Another example, for a White Knight that jumps from b1 to c3 capturing a Black Bishop, these operations are performed:
[Original Hash of position] xor [Hash for White Knight on b1] ... ( removing the knight from b1 ) ... xor [Hash for Black Bishop on c3] ( removing the captured bishop from c3 ) ... xor [Hash for White Knight on c3] ( placing the knight on the new square ) ... xor [Hash for Black to move] ( change sides)
What size the hash keys should have
Smaller hash keys are faster and more space efficient, while larger ones reduce the risk of a hash collision.
- A collision occurs if two positions map the same key.
- Usually 64 bit is used as a standard size in modern chess programs.
Collisions
Using too small a hash code, such as only 32 bits, may result in different positions being assigned the same hash code.
Programs have various strategies for deciding what to do when a clash occurs.
- Some programs attempt to store the position at the next location.
- If that location is found to be occupied also, the program can give up or it can replace the older of the two entries just examined.
- Most programs try more than once to find an unoccupied location.
A supposedly good hashing function workaround for clashing:
- Given a 64 bit (or whatever word size you want) take the low order “n” bits where “n” is log2 (tablesize) and use this as the “first” entry (x) to probe.
- Take the next “m” bits (for Cray Blitz, m=9 and use this as a “vector stride” (y) and then load eight words, table(x), table(x+y), table(x+2y), …, table(x+7y).
- One of these will be the one chosen to be replaced by the current store, or else one of these will be the “match” for the current lookup.
- The only minor difficulty to handle is that you do not dimension the table for (n) entries [table(n)] but, rather, we have to dimension the table larger [table(n+7*512)] to handle the positions where we hash to near the end of the table, and the vector loads would then step beyond the end…
- No, there is not a “modulus” mechanism for vector loads to make this load “wrap around” to the beginning.

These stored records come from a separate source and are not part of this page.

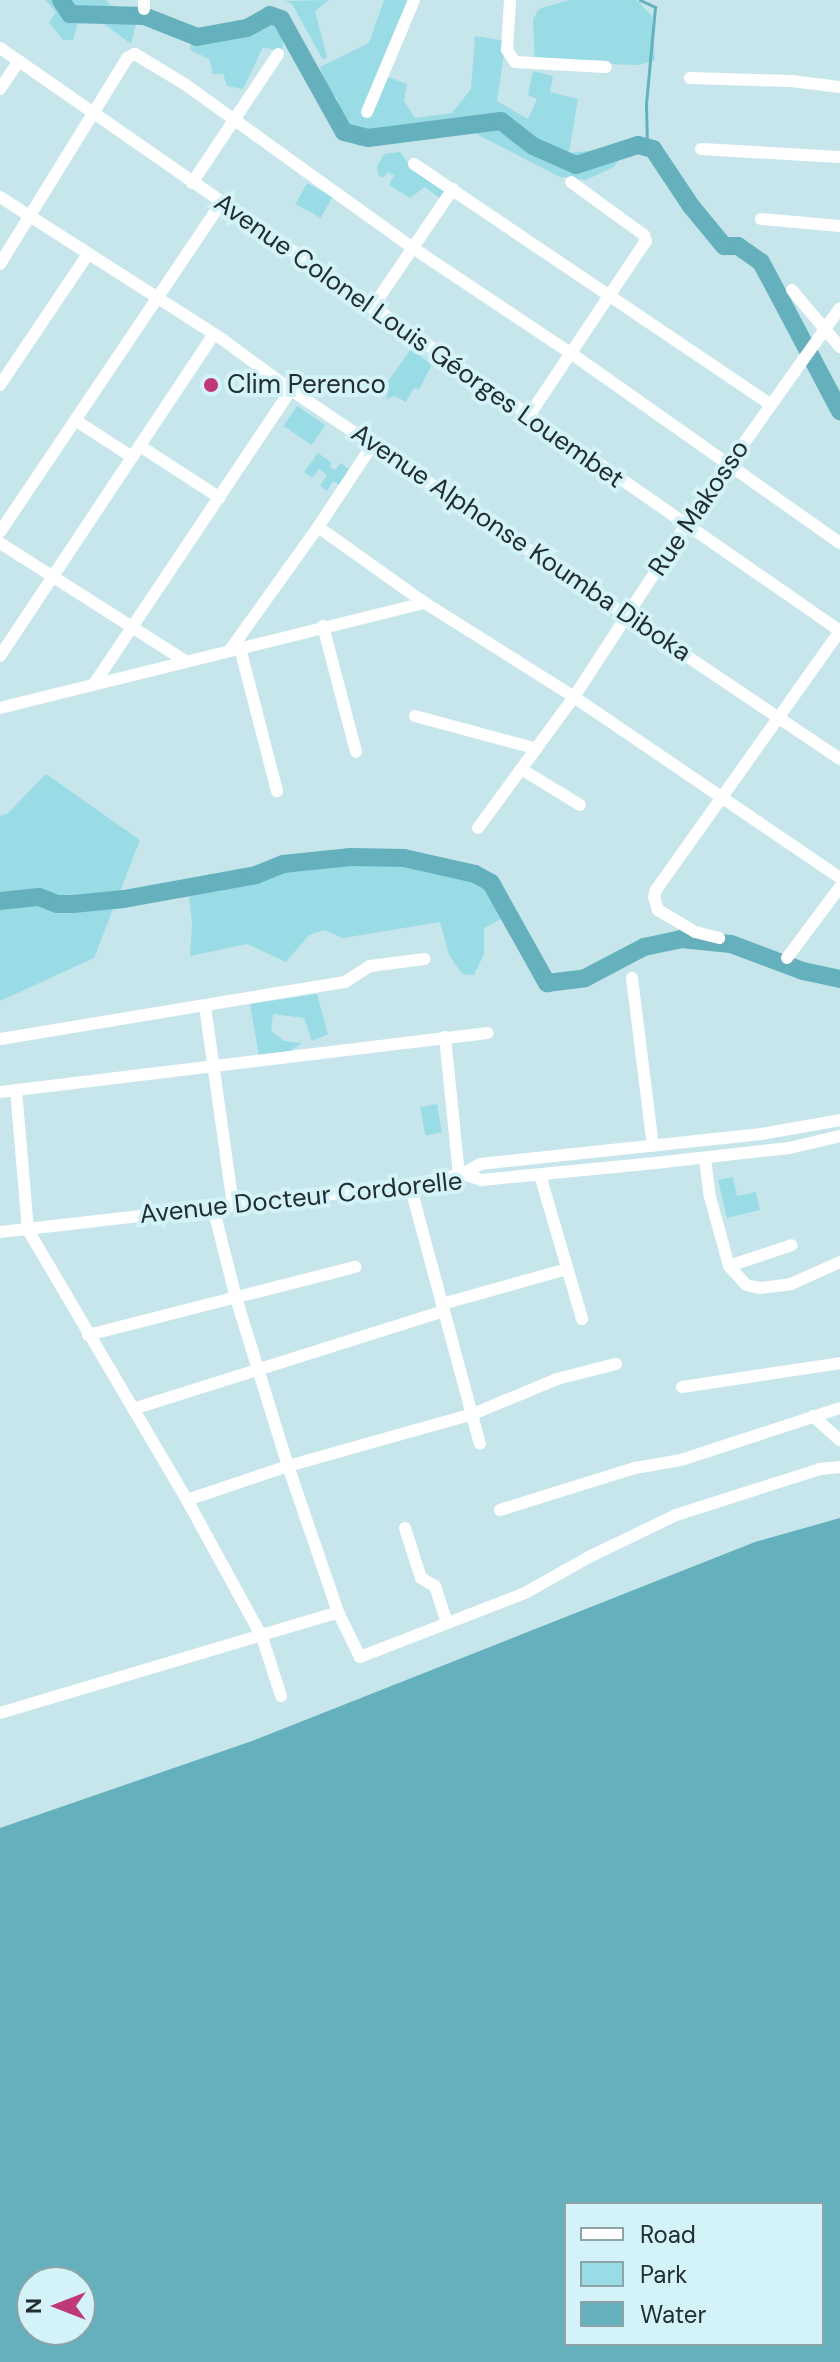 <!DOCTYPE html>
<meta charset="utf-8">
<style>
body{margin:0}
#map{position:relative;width:840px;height:2362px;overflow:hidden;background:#c7e6eb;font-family:"DM Sans",sans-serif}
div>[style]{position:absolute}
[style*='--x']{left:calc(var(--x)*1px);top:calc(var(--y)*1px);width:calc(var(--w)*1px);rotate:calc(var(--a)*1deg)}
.green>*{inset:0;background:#99dce6;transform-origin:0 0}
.water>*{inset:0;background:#64b1bd}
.stream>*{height:3px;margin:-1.5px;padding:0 1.5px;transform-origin:1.5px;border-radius:1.5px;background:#64b1bd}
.river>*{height:18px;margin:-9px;padding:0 9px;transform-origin:9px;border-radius:9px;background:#64b1bd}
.minor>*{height:12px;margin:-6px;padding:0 6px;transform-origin:6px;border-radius:6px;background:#fff}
.dots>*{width:22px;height:22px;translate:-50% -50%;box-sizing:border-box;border:4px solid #d4f3f8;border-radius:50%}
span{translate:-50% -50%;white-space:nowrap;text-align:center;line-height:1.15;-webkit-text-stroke:8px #d4f3f8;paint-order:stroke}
.street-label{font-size:26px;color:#212d2f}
.poi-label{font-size:26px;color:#212d2f}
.left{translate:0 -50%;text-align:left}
.legend{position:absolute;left:564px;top:2202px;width:260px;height:144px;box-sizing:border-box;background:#d4f3f8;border:2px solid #8ca4a8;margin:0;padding:10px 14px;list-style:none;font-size:24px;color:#212d2f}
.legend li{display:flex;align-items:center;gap:16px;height:40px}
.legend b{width:40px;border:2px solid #8ca4a8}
.north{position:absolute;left:16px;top:2266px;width:80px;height:80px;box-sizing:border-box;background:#d4f3f8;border:2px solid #8ca4a8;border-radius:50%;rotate:270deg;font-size:22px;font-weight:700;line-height:32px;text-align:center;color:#212d2f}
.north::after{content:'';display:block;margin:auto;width:28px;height:36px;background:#c03877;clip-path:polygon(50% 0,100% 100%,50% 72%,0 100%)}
</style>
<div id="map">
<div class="green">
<i style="clip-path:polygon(45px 0,106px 0,111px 5px,139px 12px,131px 44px,97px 19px,89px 18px,78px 23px,73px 40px,63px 40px,49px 23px,56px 12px)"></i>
<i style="clip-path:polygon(329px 0,315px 11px,327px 57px,323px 60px,292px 4px,285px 1px)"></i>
<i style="clip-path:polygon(384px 0,410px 0,388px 77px,407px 84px,404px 101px,415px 118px,452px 113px,471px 89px,475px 36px,506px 41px,497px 101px,528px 119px,537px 99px,528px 95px,533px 71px,553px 76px,550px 92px,578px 99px,569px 153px,615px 148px,622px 155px,614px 167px,586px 180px,560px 177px,461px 126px,431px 139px,358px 146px,342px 134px,337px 98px,326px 87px,320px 67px,369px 43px)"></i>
<i style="clip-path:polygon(569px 0,637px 0,652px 16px,655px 60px,639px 65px,535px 62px,533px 19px,539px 9px)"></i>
<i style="clip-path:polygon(267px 19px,284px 34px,282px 52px,263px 47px,243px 89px,227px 86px,223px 74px,213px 74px,209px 59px,190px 50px,191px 42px,242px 35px)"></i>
<i style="clip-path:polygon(400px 152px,409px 164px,447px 189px,441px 199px,425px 187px,410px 198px,389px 185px,394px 175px,388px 172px,383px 178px,378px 175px,377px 166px,384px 154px)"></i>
<i style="left:307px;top:183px;width:29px;height:24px;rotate:29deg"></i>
<i style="clip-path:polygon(411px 349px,432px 365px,419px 389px,414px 388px,406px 402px,395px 396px,386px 399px,388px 390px,383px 388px)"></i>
<i style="left:297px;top:406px;width:34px;height:24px;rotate:34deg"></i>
<i style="clip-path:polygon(318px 453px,332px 463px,330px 467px,335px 470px,341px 463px,349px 469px,339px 485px,333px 481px,327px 491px,320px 486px,327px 475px,319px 469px,312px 478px,304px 472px)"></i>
<i style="clip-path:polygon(46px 774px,140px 840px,94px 958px,0 1001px,0 816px,7px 814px)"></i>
<i style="clip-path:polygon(385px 862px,480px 881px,501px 907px,503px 918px,484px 928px,484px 954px,474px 975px,462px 974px,449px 955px,440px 922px,343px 938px,324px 930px,309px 935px,286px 962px,247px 944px,190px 956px,192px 924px,189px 894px,311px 865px)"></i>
<i style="clip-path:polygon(317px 994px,328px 1034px,312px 1041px,304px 1018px,273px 1014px,271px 1031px,284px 1041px,302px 1043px,289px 1052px,259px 1057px,250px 1004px)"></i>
<i style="left:437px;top:1104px;width:29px;height:17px;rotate:80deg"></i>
<i style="clip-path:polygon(733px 1177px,737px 1196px,756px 1192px,760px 1210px,727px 1218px,718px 1180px)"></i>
</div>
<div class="water">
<i style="clip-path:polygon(evenodd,840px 1518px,840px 2362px,0 2362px,0 1828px,252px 1741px,755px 1542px,840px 1518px,566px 2204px,822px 2204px,822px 2344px,566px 2344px,566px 2204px,840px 1518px,32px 2282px,80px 2282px,80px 2330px,32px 2330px,32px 2282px)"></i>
</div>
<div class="stream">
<i style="--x:640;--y:0;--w:17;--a:25"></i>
<i style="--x:655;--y:7;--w:97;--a:95.3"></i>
<i style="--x:646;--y:104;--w:40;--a:88.6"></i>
<i style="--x:647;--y:144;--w:8;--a:40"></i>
</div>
<div class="river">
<i style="--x:61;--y:0;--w:17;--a:57"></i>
<i style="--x:70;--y:14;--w:74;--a:1.5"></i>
<i style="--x:144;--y:16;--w:57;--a:21.6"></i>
<i style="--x:197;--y:37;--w:51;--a:-10.2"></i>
<i style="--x:247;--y:28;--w:26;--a:-29"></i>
<i style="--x:270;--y:15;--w:12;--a:20"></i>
<i style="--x:281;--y:19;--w:129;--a:60.9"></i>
<i style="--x:344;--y:132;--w:25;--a:14"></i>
<i style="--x:368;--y:138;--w:134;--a:-7.3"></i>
<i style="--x:501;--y:121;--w:41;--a:38"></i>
<i style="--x:533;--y:146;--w:47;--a:23.8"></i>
<i style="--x:576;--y:165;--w:65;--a:-17.9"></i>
<i style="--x:638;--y:145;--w:16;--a:15"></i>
<i style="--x:653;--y:149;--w:69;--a:56.3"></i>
<i style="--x:691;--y:206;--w:52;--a:50.5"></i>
<i style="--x:724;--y:246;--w:14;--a:0"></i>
<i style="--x:738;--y:246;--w:28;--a:35"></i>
<i style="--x:761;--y:262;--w:169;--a:62.1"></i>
<i style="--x:0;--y:901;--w:39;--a:-6"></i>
<i style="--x:39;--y:897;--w:19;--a:21"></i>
<i style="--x:57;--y:904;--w:16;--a:0"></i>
<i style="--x:73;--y:904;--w:51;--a:-5.6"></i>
<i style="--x:124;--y:899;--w:134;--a:-10.3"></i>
<i style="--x:256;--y:875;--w:29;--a:-22"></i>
<i style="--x:283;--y:864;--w:68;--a:-5.9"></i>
<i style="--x:351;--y:857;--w:53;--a:1.1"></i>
<i style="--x:404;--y:858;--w:73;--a:12.7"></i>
<i style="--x:475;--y:874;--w:18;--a:29"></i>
<i style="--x:491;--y:883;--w:115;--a:60.8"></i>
<i style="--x:547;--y:983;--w:38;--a:-7"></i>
<i style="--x:585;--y:978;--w:67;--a:-27.7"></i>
<i style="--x:644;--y:947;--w:38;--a:-12"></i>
<i style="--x:681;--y:939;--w:50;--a:5.7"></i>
<i style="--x:731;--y:944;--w:77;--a:20.6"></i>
<i style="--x:803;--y:971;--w:38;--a:12"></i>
</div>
<div class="minor">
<i style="--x:510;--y:0;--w:50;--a:93.4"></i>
<i style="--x:507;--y:50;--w:14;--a:56"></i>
<i style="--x:515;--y:62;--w:91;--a:3.1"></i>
<i style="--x:144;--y:9;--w:9;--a:-90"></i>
<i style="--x:0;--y:48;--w:1022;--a:34.76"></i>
<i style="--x:840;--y:631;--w:318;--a:125.4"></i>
<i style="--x:656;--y:890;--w:7;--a:106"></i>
<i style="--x:654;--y:897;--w:14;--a:73"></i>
<i style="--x:658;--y:910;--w:43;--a:30.7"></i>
<i style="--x:695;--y:932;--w:25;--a:14"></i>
<i style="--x:690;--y:78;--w:101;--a:1.7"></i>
<i style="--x:791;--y:81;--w:49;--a:7"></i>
<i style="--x:0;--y:89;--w:34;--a:-56"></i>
<i style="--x:367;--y:112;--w:121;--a:-67.2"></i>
<i style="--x:701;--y:149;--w:139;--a:3.3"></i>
<i style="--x:414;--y:164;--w:429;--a:34"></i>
<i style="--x:192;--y:183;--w:155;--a:-56.3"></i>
<i style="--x:0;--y:197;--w:264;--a:32.6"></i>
<i style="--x:222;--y:339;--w:86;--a:36.5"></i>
<i style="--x:291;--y:390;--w:661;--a:33.91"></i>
<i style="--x:761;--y:219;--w:79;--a:5.1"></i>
<i style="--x:0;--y:264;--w:242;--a:-58.3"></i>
<i style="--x:127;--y:58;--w:9;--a:-27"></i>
<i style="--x:135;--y:54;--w:60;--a:31.3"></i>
<i style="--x:186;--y:85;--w:279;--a:35.7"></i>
<i style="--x:413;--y:248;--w:191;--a:33.7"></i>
<i style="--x:572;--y:354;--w:328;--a:35.2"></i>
<i style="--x:792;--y:290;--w:75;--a:49.9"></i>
<i style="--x:372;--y:308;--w:144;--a:-55.8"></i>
<i style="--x:0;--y:385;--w:158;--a:-56.1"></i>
<i style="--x:528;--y:417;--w:212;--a:-56.2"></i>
<i style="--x:646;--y:241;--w:6;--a:-108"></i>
<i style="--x:644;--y:235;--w:90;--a:-144"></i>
<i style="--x:75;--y:420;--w:68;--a:33"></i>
<i style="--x:373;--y:444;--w:100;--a:123.5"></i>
<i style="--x:318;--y:527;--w:131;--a:35.4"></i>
<i style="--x:425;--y:603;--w:176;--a:32.2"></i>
<i style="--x:574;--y:697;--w:322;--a:34.2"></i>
<i style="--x:140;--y:446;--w:95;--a:33"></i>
<i style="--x:0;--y:532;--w:396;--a:-56.1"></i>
<i style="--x:0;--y:543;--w:219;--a:32.5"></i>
<i style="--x:323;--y:626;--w:130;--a:75.3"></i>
<i style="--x:240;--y:648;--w:148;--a:75.5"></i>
<i style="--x:230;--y:650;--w:151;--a:-54.4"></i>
<i style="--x:0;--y:656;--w:385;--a:-56.4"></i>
<i style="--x:94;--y:684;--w:354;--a:-56.2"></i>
<i style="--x:0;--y:708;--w:438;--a:-13.9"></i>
<i style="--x:415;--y:716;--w:126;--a:15.1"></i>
<i style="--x:521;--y:769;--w:69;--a:31.4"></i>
<i style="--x:478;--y:828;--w:162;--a:-53.8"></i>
<i style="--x:574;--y:697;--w:204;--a:-57"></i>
<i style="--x:685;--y:526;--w:267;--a:-54.6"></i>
<i style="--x:787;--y:958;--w:89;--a:-53.3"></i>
<i style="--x:632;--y:978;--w:169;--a:82.9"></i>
<i style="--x:205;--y:1006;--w:200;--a:82"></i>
<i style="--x:445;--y:1037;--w:139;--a:84.2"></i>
<i style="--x:0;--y:1039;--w:350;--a:-9.4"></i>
<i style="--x:345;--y:982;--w:30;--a:-33"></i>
<i style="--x:370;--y:966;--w:55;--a:-7.3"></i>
<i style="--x:16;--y:1090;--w:141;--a:85.1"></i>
<i style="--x:28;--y:1230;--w:313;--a:59.5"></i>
<i style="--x:187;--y:1500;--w:156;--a:61.3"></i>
<i style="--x:262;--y:1637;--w:62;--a:72.1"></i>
<i style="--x:0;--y:1092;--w:491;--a:-6.9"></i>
<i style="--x:705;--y:1158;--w:39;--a:83"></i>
<i style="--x:710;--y:1197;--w:72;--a:74.6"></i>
<i style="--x:729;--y:1266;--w:25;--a:48"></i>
<i style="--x:746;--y:1285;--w:14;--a:12"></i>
<i style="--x:760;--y:1288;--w:31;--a:-7"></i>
<i style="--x:791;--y:1284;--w:54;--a:-24.2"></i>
<i style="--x:463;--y:1174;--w:20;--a:-30"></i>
<i style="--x:480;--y:1164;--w:283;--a:-6.1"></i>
<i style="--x:761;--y:1134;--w:80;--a:-10"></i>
<i style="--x:540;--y:1175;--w:150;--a:73.7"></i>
<i style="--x:410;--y:1185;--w:268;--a:74.9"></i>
<i style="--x:213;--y:1207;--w:94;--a:75.8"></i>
<i style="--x:236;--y:1298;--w:176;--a:72.8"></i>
<i style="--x:288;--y:1466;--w:154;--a:71.1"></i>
<i style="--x:338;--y:1612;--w:50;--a:63.9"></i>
<i style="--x:360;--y:1657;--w:177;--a:-21.2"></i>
<i style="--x:525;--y:1593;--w:76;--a:-29.3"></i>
<i style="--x:591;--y:1556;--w:94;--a:-25.8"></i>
<i style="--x:676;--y:1515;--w:151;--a:-17.7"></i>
<i style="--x:820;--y:1469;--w:20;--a:-6"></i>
<i style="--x:0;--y:1232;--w:413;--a:-6.5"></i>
<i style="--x:410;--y:1185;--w:54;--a:-11.7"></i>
<i style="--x:463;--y:1174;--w:19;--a:18"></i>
<i style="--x:481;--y:1180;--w:175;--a:-5.6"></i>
<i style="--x:655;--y:1163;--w:135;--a:-6.4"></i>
<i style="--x:789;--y:1148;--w:52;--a:-13.2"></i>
<i style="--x:729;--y:1266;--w:66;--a:-18.4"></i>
<i style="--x:442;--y:1304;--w:130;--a:-15.6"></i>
<i style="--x:88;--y:1335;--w:276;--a:-14.3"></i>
<i style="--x:682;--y:1387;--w:160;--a:-8.6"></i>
<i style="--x:133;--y:1409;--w:326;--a:-17.5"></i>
<i style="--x:813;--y:1416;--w:36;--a:42"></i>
<i style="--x:187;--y:1500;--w:107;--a:-18.6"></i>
<i style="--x:288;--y:1466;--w:192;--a:-15.7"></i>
<i style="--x:473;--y:1414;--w:91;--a:-22.6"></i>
<i style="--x:557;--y:1379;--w:61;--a:-14.3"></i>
<i style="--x:500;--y:1510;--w:141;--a:-17.3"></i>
<i style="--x:635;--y:1468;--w:47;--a:-9.9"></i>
<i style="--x:681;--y:1460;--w:167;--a:-18.1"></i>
<i style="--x:405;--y:1528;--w:52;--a:72.3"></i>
<i style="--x:421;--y:1578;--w:16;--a:30"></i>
<i style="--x:435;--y:1586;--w:38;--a:72"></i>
<i style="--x:0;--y:1713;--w:353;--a:-16.6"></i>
</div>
<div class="dots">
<i style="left:211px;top:385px;background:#c03877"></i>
</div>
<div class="street-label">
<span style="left:419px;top:341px;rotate:35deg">Avenue Colonel Louis Géorges Louembet</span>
<span style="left:699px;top:508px;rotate:-56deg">Rue Makosso</span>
<span style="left:521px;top:543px;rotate:34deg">Avenue Alphonse Koumba Diboka</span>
<span style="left:301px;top:1198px;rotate:-6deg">Avenue Docteur Cordorelle</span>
</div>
<div class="poi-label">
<span class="left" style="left:227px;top:385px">Clim Perenco</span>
</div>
<ul class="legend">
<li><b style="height:10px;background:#fff"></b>Road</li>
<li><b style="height:22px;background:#99dce6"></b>Park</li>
<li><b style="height:22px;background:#64b1bd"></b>Water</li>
</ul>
<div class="north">N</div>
</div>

Remember that a table entry contains a “key”, score, score type, best move, etc.
- This key must EXACTLY match the hash key before we consider this a “hit”.
- This means that the 64 bit hash key must match completely, even though we only used the low order “n” bits of this key to probe into the table.
- In fact, since we used the low order “n” bits to prob into the table, we do not even bother storing them since we “know” what they were already (which saves table space.)
NOTE: It is highly recommended to use 64-bit keys to not have to deal with collisions.
- A value of 48 bits has shown to be just as safe as 64, but 48 is not a reasonable size as 64 bit signatures are the natural signature length for 64 bit processors.